Allergies are possibly a 'side effect' of our cleaner environment - and so less exposed immune systems. If anyone from the modern West was dropped into medieval Europe they'd probably be dead very soon.

Mental illness does seem to be on a mission to medicalise life. Though it is a quite young field in terms of drugs (post-ww2 really). So rapid development and hubris can be expected I think. (The drug cure for schizophrenia has been a decade away for the last 50 years.)

Jim Belshaw said...

On the cleaner surrounds, you could well be right, Evan. I know that many people including me have wondered about that. And your comment on medieval Europe would add a twist to time travel novels!

Not sure on the drugs timing issue, although I suspect that you are right.

Legal Eagle said...

Jim, my Mum has been doing a genealogy of our family. In the 1700s and 1800s, there are numerous descriptions of cause of death which clearly would indicate asthma or lung problems linked with it to modern eyes. So it's really not surprising that I'm severely asthmatic. But obviously they had no concept of this, and it is interesting to see how it is described in the death certificates when you don't have an obvious label.

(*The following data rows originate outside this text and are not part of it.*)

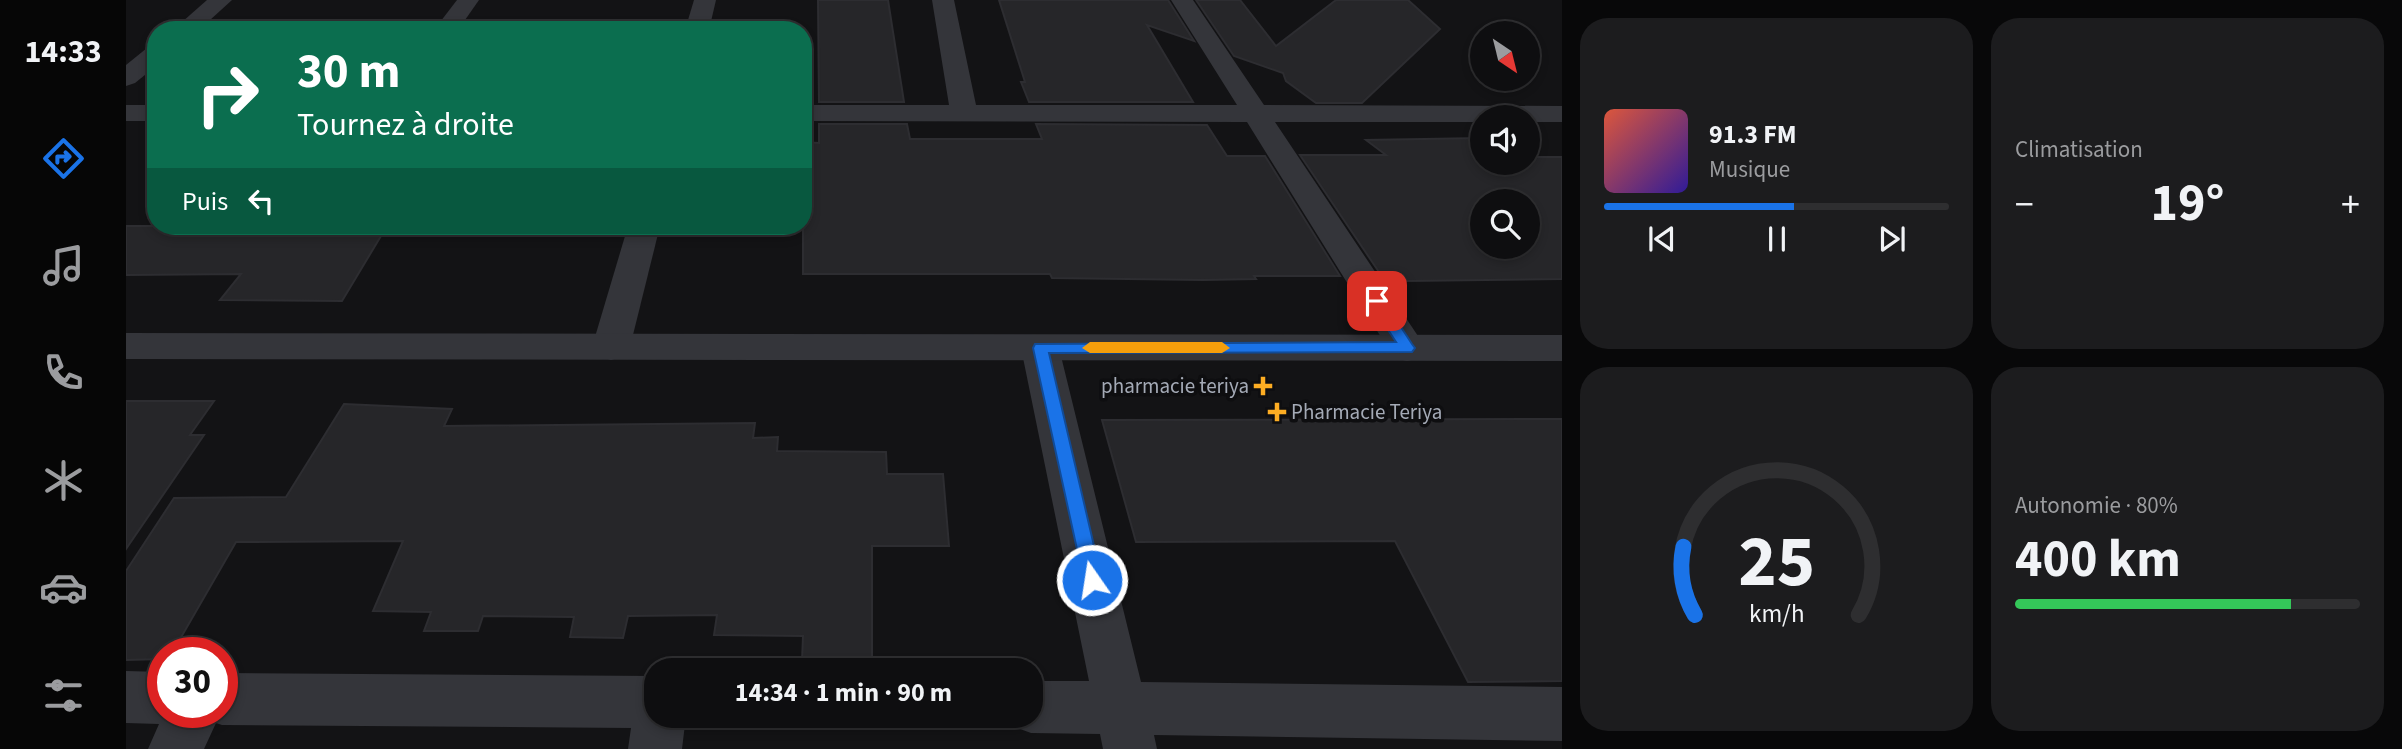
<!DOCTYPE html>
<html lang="fr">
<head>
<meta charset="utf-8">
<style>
  :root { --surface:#0e0e10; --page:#1c1c1e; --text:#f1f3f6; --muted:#9b9c9f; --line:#2e2e30; --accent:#1a73e8 }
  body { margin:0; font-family:"Source Sans 3",sans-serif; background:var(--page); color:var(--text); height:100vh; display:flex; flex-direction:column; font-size:26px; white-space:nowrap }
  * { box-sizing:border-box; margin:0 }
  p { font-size:23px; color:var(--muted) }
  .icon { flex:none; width:38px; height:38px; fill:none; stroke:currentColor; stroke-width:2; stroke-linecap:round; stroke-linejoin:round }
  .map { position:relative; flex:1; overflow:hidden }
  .drawer { display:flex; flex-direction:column; gap:18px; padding:18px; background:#080809; width:840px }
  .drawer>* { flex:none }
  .guide { position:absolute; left:21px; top:21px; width:665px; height:214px; border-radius:28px; box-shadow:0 4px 10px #0003,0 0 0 2px var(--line); background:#0b6e4f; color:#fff; overflow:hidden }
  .needle { width:46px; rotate:145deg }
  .buttons { position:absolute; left:1344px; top:21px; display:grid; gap:14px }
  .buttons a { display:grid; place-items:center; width:70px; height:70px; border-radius:50%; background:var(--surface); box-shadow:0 4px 10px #0003,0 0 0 2px var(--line); font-size:35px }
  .speed { position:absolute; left:21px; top:637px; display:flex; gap:14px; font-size:35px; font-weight:700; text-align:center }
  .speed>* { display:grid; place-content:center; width:91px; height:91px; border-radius:50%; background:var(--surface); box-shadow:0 4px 10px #0003,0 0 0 2px var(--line); line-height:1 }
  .speed .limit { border:10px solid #d22; background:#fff; color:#111 }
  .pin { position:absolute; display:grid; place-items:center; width:60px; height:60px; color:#fff; margin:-30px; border-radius:14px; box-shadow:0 4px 10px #0006 }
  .me { position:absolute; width:77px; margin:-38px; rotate:347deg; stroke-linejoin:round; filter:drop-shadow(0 0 5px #0008) }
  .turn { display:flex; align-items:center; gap:24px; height:147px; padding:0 35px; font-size:32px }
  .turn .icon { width:91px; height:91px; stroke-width:2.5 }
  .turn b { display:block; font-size:49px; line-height:60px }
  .then { display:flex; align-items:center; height:66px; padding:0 35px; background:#0003; gap:14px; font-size:26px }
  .big { font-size:52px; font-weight:700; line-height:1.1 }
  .drawer .widget { flex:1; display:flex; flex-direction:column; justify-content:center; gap:10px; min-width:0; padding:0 24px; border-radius:28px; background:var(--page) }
  .drawer .dial { align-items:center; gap:0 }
  .dial svg { height:182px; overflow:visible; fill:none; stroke:var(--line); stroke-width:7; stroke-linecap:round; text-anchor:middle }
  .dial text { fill:var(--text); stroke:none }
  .song { display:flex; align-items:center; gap:21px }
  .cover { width:84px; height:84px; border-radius:10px; background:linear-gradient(135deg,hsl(10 70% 55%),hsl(250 70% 35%)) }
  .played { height:7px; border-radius:4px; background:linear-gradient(90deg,var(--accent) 55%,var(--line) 55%) }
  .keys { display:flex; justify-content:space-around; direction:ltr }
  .heat { display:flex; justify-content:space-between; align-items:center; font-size:38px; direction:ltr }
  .charge { height:10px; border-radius:5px; background:linear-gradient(90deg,#34c759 80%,var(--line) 0) }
  .drawer .tiles { flex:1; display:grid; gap:18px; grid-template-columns:repeat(2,1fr) }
  .trip { position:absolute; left:518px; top:658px; width:399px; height:70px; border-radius:28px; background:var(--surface); box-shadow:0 4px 10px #0003,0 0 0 2px var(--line); font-weight:700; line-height:70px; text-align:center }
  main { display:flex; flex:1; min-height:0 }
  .tabs { display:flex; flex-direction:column; width:126px; justify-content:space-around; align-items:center; background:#060606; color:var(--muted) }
  .tabs .icon { width:49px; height:49px }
  .tabs .active { color:var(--accent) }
  .tabs b { font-size:32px; color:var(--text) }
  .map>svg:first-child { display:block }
  .building { fill:#262629; stroke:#2d2d31; stroke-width:2; fill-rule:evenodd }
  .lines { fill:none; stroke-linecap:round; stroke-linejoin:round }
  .minor { fill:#34353a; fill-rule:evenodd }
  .tertiary { fill:#34353a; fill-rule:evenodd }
  .route { fill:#1a73e8; stroke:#114b97; stroke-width:2 }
  .slow { fill:#f59e0b }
  .poi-dot { fill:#fdad23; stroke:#0e0e10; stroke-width:2.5 }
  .labels { text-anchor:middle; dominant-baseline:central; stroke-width:7; stroke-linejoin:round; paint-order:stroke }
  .poi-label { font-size:21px; fill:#a4aab6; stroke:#0e0e10; text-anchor:end }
</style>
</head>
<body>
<main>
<nav class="tabs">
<b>14:33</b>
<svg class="icon active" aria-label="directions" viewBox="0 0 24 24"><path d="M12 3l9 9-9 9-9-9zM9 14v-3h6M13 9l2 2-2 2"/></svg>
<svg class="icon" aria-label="music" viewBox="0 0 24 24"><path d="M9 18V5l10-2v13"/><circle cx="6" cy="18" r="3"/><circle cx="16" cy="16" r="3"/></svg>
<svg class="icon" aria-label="phone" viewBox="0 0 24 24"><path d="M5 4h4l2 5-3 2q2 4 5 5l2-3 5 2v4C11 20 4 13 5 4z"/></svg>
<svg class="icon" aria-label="climate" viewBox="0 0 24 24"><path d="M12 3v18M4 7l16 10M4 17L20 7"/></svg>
<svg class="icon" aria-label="car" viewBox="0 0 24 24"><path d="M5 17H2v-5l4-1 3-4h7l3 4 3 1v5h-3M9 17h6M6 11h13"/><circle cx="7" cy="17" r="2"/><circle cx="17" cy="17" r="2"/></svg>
<svg class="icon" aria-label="filters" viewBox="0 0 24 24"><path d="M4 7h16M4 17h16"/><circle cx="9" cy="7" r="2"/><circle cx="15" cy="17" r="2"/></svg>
</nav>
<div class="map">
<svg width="1436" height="749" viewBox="0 0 1436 749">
  <rect width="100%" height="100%" fill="#131315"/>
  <g class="building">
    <polygon points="692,0 762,0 778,102 693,102"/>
    <polygon points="873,0 1042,0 1068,41 1021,25 1067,102 903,102 895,82 899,82"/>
    <polygon points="1070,0 1114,0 1150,46 1210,0 1282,0 1314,29 1236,103 1190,103 1160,81 1157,73 1108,56"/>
    <polygon points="693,124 781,124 784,139 916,139 910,124 1081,125 1101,156 1139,156 1214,276 1128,276 1130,279 1077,280 926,278 924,274 677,274 677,142 693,143"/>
    <path d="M1356 138V163H1402V157H1436V279L1281 281 1277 275H1255L1174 155H1260L1240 140ZM1356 201H1402V247H1356Z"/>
    <polygon points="0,226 261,226 216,301 94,300 115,274 0,275"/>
    <polygon points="0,401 88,401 64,435 78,435 0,549"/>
    <polygon points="218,404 326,409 318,426 629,423 627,438 652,437 651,451 760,452 761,474 817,474 823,546 746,546 746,660 676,661 677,636 588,635 591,615 502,616 497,638 444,637 448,617 357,616 352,631 298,631 305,612 247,611 277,541 110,542 46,653 37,653 37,659 0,660 0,571 48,498 160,497"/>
    <polygon points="1436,419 1436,681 1342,682 1269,541 1010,542 976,420"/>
  </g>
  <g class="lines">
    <g class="minor">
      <polygon points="81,0 106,0 73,30 47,30"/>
      <polygon points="331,0 353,0 332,30 308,30"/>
      <polygon points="568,0 590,0 583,30 559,30"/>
      <polygon points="806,0 828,0 850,105 1111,105 1045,0 1067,0 1138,105 1436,106 1436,122 1402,122 1402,117 1356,117 1356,122 1149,122 1300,348 1294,358 1281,361 1268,358 1121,122 677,121 677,105 823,105"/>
      <polygon points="30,46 30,66 9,83 0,86 0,65 21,48"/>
      <rect x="0" y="105" width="30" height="16"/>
      <polygon points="502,226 534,226 504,347 498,356 485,360 472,356 466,347"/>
      <polygon points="914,335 927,338 933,348 1015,682 1436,687 1436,741 1028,735 1031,749 977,749 974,734 905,733 886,726 882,716 905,716 905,681 963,681 895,348 901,338"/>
      <polygon points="0,671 37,672 37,712 96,712 96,673 530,676 530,716 560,716 556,749 502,749 505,728 96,725 90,723 78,749 22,749 33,724 0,723"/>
    </g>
    <polygon class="tertiary" points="0,333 1436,335 1436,361 0,359"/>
  </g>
  <polygon class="route" points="1251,296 1256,298 1286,344 1289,348 1286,352 923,353 976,580 973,586 966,589 959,586 907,348 909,344 1270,342 1243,301"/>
  <polygon class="slow" points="964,342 1096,342 1104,348 1096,353 964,353 956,348"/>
  <g class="poi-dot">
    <path d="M1133.5 375.5h7v7h7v7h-7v7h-7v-7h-7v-7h7z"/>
    <path d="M1147.5 401.5h7v7h7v7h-7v7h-7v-7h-7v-7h7z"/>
  </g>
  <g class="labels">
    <g class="poi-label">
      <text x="1123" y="386">pharmacie teriya</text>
      <text x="1165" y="412" text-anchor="start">Pharmacie Teriya</text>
    </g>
  </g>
</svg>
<div class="buttons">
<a><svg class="needle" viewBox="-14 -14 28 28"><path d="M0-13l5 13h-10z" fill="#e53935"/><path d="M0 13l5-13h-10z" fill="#9b9c9f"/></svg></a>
<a><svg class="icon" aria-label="sound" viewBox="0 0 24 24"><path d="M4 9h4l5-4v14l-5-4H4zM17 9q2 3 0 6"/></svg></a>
<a><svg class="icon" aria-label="search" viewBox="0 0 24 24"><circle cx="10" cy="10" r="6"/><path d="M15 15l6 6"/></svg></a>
</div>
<div class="speed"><div class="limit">30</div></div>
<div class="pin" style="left:1251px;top:301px;background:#d93025"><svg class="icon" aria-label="arrive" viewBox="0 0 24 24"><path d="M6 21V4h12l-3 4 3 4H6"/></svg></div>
<svg class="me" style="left:966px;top:580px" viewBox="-20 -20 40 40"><circle r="17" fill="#1a73e8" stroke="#fff" stroke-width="3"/><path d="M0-11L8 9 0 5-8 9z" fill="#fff"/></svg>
<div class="trip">14:34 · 1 min · 90 m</div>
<div class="guide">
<div class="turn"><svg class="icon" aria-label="right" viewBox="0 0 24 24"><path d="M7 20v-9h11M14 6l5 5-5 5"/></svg><div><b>30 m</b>Tournez à droite</div></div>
<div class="then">Puis<svg class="icon" aria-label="left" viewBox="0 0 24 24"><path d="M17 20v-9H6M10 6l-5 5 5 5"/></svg></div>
</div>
</div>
<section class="drawer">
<div class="tiles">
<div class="widget">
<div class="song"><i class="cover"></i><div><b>91.3 FM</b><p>Musique</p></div></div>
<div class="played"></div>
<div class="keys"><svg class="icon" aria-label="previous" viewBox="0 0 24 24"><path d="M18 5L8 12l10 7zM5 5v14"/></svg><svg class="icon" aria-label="pause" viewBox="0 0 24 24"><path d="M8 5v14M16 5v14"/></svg><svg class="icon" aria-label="next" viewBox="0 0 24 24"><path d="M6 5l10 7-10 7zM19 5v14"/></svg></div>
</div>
<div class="widget"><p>Climatisation</p>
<div class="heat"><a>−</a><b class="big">19°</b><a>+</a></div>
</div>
<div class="widget dial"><svg viewBox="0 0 100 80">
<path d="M14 69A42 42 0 1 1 86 69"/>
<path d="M14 69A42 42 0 0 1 9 39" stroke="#1a73e8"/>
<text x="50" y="56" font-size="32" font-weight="700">25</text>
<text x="50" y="72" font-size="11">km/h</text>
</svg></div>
<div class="widget"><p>Autonomie · 80%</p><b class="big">400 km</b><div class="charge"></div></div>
</div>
</section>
</main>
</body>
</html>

I lived England as a toddler in the 1970s - I had this barking cough, and the doctor told my mother, "Oh that's just 'Cheshire Throat', everyone has it here." When we got back to Australia when I was 4, my paediatrician listened to the cough and said, "How long has she been asthmatic?" Later, when I lived in Manchester in the 1990s, the same barking cough was often diagnosed as "catarrh" by doctors in the area - but I suspect that a lot of what was diagnosed as "catarrh" was actually asthma. So it's about awareness (which even 20 years ago was not necessarily present in a developed country like the UK).

Legal Eagle said...

Oh yes, on mental illness - one of my great-grandmother's forebears (called John Bowie) apparently committed suicide after at least one other attempt (got himself tanked, threw himself in Sydney Harbour and drowned). It's no surprise that in that branch of the family there is a clear genetic tendency to depression, and both my great-grandmother and my grandpa suffered it badly. Again, I'd say that was always there, but I doubt that anyone at the time realised that John Bowie was "depressed" because there wasn't that concept.

Jim Belshaw said...

That's very interesting, LE. As you know, I read a lot of history, and the classification of the things that people died from does reflect the type of thing that you are talking about. So part of the story is simply more accurate recognition and diagnosis. I had to look catarrh up to refresh my memory. The description doesn't link it to asthma, but to other things like allergic reactions.